| Problem details |
Could you find every line in the entries below that holds the word "baseFrequency" and copy it?

| Provided entries |
Start of Block

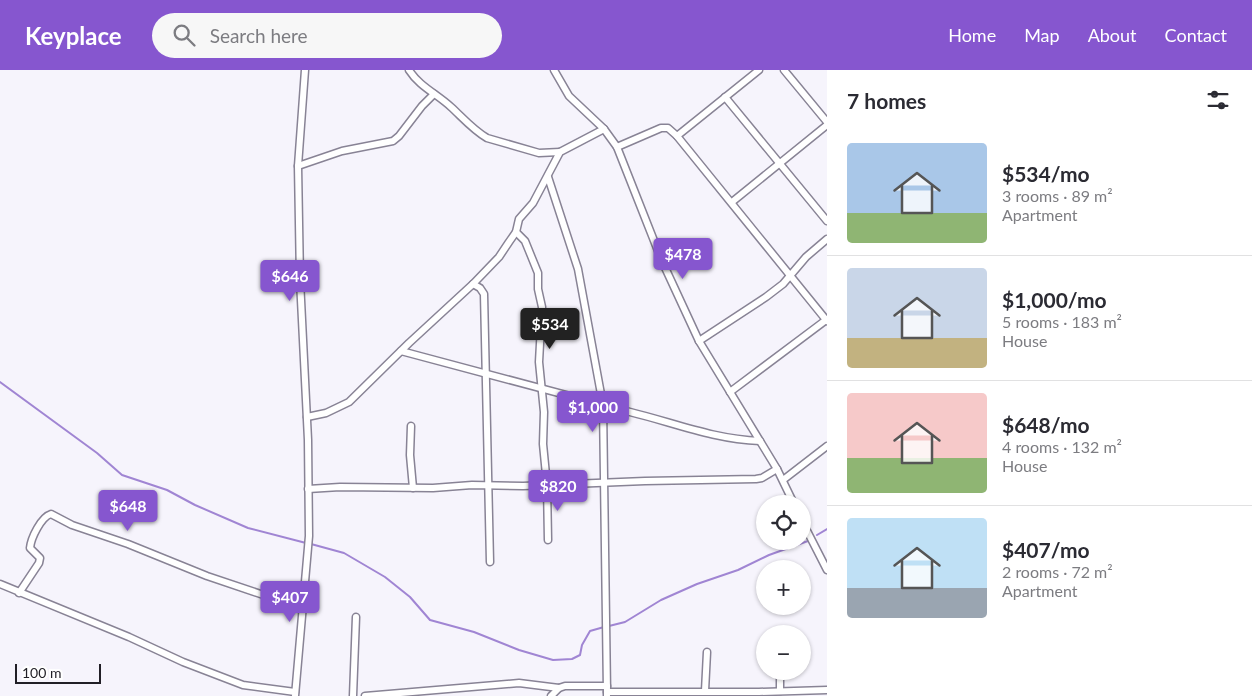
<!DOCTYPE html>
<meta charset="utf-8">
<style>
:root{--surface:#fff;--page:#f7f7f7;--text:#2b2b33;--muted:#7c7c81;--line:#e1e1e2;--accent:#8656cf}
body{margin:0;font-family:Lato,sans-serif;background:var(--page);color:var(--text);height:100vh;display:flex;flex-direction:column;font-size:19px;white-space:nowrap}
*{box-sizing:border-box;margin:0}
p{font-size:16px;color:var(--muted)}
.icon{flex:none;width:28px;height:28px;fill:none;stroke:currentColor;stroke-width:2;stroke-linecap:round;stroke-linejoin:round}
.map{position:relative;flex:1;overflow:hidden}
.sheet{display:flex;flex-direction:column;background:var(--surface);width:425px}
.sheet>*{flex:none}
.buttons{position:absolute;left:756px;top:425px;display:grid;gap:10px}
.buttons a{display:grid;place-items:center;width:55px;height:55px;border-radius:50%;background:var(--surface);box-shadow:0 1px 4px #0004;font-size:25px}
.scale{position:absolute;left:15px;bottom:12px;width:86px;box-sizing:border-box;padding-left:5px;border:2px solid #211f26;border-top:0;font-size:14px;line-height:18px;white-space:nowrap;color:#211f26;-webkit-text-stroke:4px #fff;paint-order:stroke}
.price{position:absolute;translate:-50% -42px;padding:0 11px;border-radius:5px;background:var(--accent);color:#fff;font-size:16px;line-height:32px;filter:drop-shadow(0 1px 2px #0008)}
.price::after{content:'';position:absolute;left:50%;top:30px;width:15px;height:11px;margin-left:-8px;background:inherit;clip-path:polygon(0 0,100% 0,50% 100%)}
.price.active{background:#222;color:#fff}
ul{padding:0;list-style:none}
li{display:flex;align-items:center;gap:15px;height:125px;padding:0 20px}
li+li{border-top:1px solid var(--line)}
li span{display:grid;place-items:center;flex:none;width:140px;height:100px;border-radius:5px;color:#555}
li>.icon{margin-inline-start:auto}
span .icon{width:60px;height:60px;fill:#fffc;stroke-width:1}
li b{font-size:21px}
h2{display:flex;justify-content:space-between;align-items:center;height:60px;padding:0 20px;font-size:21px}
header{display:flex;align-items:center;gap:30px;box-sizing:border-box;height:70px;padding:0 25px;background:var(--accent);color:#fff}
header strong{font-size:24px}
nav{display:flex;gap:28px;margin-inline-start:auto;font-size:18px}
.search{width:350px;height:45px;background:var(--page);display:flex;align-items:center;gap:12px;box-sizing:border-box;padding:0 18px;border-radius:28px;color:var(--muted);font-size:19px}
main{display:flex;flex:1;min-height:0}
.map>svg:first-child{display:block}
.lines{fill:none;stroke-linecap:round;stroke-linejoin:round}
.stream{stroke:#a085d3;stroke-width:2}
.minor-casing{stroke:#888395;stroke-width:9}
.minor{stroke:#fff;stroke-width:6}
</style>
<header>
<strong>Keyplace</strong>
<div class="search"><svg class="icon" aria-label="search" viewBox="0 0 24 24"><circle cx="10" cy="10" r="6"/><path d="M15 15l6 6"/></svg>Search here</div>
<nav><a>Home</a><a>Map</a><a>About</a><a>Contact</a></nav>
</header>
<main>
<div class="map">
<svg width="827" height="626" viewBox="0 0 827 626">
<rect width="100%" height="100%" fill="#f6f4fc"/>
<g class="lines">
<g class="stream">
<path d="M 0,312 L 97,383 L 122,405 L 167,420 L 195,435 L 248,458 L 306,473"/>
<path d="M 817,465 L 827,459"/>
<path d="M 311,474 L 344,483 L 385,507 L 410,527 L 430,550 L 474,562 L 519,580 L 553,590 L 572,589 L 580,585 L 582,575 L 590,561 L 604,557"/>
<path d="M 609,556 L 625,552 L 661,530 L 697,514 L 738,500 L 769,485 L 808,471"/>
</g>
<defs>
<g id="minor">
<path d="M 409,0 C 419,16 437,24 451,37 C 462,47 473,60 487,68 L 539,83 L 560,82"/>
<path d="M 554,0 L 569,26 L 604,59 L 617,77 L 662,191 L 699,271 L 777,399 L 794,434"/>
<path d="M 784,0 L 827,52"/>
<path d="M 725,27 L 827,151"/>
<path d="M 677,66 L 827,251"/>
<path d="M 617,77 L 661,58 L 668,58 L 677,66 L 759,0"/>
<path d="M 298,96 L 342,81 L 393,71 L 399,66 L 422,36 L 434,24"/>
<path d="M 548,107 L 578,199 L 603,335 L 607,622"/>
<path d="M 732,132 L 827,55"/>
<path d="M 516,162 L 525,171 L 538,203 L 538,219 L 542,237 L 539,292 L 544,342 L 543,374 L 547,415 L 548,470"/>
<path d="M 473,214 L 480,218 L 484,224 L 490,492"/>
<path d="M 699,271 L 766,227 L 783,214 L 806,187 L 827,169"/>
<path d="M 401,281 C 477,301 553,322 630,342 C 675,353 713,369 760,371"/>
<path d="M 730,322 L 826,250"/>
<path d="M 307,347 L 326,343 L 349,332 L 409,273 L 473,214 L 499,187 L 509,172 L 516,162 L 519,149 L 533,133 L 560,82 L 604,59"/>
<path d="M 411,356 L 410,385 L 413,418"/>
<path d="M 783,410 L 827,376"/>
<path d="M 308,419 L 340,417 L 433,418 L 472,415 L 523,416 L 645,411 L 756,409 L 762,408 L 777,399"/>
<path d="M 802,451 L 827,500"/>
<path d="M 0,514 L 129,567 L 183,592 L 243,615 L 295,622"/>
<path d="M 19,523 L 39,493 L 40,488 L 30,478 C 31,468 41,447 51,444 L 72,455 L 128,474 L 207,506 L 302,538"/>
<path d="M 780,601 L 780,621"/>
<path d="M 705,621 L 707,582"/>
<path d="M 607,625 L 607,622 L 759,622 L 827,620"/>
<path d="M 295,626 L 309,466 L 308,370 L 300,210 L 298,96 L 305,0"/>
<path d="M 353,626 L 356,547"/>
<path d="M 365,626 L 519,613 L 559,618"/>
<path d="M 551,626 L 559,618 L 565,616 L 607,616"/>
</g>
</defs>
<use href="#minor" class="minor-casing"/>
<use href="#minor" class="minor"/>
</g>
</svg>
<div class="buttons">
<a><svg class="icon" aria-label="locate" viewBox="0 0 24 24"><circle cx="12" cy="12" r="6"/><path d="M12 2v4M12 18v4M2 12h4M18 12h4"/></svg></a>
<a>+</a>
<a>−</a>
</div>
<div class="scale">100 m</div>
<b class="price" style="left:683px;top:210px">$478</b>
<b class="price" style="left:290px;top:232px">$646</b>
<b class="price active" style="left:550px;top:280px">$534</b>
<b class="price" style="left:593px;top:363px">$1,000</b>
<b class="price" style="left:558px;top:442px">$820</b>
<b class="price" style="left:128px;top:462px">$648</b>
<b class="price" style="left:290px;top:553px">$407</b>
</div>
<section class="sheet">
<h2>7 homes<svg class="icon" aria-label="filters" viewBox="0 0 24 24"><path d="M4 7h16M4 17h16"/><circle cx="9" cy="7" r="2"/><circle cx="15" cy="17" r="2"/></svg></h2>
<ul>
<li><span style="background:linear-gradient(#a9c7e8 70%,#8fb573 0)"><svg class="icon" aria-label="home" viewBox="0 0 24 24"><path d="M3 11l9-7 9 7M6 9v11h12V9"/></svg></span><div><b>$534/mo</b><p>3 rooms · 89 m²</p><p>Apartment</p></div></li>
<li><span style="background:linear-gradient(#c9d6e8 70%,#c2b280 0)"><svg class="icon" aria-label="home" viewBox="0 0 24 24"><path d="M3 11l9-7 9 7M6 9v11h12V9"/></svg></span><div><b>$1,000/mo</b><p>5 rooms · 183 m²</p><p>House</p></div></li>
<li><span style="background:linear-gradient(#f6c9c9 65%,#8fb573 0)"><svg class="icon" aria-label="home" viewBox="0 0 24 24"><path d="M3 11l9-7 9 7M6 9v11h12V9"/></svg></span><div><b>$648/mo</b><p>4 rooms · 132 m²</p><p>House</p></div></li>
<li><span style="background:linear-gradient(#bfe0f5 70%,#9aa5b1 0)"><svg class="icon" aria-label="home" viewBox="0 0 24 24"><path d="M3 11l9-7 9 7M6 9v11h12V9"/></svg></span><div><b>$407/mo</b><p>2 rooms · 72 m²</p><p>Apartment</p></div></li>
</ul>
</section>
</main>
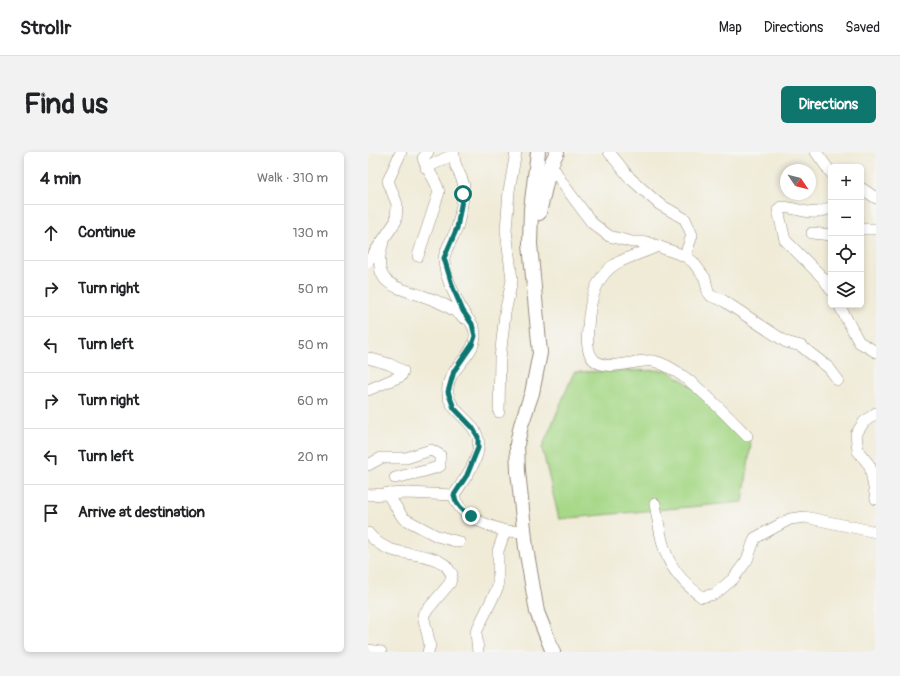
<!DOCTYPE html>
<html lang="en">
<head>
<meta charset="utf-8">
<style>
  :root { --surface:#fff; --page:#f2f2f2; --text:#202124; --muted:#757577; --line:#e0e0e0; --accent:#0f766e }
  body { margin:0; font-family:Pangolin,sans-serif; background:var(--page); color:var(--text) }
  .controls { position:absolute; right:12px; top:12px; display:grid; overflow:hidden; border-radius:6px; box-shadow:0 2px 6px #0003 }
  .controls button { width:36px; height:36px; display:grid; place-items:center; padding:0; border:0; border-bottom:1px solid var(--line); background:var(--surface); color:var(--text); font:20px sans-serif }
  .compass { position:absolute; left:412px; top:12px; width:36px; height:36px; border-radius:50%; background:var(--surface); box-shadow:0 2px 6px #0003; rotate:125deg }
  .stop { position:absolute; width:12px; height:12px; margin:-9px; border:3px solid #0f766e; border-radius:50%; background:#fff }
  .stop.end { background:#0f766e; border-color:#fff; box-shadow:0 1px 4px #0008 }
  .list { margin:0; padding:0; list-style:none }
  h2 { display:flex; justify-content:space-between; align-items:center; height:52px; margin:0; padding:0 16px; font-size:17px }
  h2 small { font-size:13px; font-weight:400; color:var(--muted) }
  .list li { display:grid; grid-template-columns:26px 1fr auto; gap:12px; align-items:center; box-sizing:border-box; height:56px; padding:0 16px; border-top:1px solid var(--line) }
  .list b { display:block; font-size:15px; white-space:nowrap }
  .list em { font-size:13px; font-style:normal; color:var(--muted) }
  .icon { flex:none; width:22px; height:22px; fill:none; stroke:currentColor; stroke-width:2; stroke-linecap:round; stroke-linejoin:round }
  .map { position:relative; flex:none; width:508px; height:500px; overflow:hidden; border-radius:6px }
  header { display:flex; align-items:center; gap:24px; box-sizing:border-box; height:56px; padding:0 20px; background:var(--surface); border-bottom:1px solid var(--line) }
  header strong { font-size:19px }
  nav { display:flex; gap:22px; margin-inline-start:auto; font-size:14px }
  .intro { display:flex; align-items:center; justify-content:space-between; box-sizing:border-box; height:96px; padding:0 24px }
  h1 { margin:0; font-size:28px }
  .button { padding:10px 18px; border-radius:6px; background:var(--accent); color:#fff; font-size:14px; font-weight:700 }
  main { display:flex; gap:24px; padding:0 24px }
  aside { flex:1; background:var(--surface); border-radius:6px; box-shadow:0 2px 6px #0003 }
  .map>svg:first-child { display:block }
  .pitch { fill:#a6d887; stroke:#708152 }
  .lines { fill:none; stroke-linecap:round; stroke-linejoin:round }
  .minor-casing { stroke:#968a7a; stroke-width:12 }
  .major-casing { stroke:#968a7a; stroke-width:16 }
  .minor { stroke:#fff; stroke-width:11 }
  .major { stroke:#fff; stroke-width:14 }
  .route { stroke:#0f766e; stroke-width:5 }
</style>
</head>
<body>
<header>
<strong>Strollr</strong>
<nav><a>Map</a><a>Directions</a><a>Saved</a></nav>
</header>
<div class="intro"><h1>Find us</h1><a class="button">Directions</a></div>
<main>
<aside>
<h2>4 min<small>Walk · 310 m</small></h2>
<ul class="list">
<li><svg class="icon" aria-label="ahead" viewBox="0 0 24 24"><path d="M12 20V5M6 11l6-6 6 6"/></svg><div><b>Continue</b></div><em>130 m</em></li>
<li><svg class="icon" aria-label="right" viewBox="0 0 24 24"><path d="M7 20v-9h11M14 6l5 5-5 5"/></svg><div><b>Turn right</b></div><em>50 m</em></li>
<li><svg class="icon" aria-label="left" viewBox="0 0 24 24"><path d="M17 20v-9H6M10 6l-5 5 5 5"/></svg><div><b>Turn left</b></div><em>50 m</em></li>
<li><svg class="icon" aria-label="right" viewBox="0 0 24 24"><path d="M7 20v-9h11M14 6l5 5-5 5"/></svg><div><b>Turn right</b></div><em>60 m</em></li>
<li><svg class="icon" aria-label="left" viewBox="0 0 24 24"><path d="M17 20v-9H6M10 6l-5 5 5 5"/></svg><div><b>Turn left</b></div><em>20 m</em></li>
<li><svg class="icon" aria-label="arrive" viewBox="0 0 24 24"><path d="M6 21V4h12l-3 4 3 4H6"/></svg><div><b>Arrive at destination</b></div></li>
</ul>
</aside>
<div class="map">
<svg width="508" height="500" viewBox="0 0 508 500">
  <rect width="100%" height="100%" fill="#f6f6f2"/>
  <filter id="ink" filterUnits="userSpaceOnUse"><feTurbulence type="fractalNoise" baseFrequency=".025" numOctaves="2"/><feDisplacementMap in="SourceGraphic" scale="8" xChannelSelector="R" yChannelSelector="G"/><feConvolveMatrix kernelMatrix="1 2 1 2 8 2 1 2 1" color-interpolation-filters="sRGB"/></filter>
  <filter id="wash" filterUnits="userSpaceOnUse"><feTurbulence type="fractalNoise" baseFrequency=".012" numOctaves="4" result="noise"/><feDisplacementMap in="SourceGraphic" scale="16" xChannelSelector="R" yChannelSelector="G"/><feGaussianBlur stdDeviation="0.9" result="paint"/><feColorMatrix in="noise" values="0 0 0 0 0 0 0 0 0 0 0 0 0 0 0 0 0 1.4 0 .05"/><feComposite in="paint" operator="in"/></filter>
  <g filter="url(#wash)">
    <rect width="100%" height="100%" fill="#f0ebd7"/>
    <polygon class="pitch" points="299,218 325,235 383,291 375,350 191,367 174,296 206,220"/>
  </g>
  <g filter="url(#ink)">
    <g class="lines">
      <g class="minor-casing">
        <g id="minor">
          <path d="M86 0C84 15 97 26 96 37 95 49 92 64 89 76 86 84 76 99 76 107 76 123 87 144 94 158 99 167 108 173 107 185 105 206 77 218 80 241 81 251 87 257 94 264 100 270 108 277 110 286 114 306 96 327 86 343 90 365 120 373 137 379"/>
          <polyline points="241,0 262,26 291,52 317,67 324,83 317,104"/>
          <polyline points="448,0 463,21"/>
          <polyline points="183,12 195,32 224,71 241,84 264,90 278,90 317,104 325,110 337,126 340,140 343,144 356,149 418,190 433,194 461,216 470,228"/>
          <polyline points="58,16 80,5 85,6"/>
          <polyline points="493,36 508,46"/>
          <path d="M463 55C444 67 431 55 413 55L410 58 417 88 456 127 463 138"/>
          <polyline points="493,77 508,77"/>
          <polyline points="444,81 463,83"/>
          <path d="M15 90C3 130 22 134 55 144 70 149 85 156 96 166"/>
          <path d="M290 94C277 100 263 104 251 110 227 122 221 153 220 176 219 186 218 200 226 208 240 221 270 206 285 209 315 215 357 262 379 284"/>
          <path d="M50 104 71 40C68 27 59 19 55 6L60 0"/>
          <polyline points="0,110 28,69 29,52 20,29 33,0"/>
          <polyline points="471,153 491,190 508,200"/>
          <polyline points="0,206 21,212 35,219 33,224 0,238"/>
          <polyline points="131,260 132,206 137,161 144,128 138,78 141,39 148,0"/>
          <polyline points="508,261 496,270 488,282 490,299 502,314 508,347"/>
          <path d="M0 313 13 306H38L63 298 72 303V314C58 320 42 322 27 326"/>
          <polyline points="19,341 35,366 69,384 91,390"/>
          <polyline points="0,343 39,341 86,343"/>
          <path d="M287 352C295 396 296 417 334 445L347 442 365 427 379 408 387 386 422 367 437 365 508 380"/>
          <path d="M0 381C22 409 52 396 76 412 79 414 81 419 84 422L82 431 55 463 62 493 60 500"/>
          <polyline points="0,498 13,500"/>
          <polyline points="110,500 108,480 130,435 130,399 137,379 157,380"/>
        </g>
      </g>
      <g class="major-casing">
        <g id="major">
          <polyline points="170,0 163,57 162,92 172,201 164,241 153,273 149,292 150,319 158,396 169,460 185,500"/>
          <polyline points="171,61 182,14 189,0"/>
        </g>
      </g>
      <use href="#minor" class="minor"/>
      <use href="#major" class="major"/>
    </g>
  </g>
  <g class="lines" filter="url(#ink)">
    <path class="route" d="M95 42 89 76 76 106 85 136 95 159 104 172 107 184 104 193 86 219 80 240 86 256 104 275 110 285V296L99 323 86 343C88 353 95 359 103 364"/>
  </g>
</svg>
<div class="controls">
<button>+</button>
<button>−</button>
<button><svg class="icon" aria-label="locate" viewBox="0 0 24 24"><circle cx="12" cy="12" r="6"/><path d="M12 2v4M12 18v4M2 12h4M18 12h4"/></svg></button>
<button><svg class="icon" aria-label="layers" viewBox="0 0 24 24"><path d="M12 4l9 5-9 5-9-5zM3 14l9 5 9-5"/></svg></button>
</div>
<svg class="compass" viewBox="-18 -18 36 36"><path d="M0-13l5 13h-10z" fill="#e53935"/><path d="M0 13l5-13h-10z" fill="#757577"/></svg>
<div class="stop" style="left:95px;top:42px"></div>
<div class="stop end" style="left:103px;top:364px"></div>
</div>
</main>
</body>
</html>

End of Block

| Answer to this problem |
  <filter id="ink" filterUnits="userSpaceOnUse"><feTurbulence type="fractalNoise" baseFrequency=".025" numOctaves="2"/><feDisplacementMap in="SourceGraphic" scale="8" xChannelSelector="R" yChannelSelector="G"/><feConvolveMatrix kernelMatrix="1 2 1 2 8 2 1 2 1" color-interpolation-filters="sRGB"/></filter>
  <filter id="wash" filterUnits="userSpaceOnUse"><feTurbulence type="fractalNoise" baseFrequency=".012" numOctaves="4" result="noise"/><feDisplacementMap in="SourceGraphic" scale="16" xChannelSelector="R" yChannelSelector="G"/><feGaussianBlur stdDeviation="0.9" result="paint"/><feColorMatrix in="noise" values="0 0 0 0 0 0 0 0 0 0 0 0 0 0 0 0 0 1.4 0 .05"/><feComposite in="paint" operator="in"/></filter>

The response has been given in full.